*WHAT IS BEING ASKED*. Only lines that contain the word "Seafood" belong in the answer; copy them from the records below.

Stored data entries:
************

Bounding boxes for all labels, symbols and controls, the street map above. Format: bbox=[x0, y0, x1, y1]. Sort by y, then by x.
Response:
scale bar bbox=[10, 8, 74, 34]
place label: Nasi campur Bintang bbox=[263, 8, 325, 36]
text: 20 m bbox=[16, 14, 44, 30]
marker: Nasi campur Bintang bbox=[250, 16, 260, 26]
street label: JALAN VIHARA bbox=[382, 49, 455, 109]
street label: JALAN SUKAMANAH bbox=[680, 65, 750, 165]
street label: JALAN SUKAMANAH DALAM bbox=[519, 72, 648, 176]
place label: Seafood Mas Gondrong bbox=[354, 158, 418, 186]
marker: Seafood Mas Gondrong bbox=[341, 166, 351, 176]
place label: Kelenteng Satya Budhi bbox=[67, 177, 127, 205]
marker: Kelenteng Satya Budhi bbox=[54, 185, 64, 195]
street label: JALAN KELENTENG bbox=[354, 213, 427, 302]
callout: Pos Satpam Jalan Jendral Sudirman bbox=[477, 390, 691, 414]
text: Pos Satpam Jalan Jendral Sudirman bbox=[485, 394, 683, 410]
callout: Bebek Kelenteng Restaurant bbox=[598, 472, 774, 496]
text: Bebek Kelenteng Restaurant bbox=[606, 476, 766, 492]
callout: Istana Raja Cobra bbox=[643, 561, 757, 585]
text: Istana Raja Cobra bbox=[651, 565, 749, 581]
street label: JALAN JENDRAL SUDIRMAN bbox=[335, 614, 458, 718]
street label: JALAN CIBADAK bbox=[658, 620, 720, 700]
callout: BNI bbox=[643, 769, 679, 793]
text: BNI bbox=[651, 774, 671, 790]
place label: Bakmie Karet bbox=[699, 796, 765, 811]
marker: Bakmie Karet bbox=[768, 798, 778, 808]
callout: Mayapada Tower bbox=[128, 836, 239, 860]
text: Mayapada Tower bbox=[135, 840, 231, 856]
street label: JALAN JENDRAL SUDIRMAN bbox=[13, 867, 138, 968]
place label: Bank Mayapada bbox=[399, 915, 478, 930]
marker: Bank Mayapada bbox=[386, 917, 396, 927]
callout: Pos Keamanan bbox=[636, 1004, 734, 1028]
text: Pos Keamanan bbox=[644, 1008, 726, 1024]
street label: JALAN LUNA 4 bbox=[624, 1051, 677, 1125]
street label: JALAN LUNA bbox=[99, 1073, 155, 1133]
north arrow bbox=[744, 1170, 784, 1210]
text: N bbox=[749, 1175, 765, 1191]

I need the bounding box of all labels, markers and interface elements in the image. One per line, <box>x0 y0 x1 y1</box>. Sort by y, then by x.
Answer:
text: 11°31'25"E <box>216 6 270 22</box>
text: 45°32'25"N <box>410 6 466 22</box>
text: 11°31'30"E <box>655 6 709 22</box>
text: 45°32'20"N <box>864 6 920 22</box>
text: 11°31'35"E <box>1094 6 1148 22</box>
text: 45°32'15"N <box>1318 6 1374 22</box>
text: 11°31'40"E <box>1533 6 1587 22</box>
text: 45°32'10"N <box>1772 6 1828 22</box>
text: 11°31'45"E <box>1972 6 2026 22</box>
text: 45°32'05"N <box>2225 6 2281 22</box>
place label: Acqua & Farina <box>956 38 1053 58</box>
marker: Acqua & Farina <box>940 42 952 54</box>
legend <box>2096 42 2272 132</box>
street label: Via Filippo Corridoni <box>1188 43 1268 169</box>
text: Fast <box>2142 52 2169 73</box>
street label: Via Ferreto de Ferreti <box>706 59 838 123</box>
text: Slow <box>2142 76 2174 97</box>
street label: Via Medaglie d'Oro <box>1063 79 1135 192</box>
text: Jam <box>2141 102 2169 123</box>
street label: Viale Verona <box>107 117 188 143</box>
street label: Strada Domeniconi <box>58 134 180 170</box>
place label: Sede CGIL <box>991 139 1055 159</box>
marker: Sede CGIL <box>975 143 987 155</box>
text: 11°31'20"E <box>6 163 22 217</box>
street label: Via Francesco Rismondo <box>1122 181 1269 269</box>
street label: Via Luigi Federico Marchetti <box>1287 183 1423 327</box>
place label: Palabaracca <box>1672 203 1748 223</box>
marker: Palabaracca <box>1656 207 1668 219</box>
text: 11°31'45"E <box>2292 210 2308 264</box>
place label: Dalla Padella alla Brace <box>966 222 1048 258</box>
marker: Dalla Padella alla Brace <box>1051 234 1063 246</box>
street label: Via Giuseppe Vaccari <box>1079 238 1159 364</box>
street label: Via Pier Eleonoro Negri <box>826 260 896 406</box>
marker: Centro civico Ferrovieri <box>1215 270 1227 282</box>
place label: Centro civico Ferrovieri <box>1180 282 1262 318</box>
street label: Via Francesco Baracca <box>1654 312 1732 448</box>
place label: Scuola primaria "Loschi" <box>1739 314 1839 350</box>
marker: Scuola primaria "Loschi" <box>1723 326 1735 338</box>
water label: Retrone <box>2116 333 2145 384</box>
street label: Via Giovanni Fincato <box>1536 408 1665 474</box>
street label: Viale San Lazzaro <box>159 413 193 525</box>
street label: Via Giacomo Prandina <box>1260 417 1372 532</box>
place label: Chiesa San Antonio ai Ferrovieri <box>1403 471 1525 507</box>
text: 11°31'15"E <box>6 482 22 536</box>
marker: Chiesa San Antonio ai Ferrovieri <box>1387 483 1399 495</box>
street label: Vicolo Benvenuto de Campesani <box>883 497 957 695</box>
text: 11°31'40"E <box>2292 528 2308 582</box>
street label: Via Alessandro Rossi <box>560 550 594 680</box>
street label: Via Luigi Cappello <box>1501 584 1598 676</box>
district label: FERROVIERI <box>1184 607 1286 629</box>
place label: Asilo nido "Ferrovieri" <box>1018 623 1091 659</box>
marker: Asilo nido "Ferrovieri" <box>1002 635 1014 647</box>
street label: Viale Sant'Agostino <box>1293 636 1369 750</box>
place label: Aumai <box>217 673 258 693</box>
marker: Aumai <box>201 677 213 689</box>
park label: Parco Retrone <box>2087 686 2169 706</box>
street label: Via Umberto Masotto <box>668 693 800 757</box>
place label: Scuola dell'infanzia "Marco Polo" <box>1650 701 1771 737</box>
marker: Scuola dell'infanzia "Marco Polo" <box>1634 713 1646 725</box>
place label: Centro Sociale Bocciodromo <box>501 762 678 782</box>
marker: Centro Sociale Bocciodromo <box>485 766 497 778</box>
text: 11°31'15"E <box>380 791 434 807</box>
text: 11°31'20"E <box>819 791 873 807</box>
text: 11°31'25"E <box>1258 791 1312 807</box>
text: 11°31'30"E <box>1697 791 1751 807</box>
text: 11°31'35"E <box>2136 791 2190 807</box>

************

*ANSWER TO THIS PROBLEM*.
place label: Seafood Mas Gondrong bbox=[354, 158, 418, 186]
marker: Seafood Mas Gondrong bbox=[341, 166, 351, 176]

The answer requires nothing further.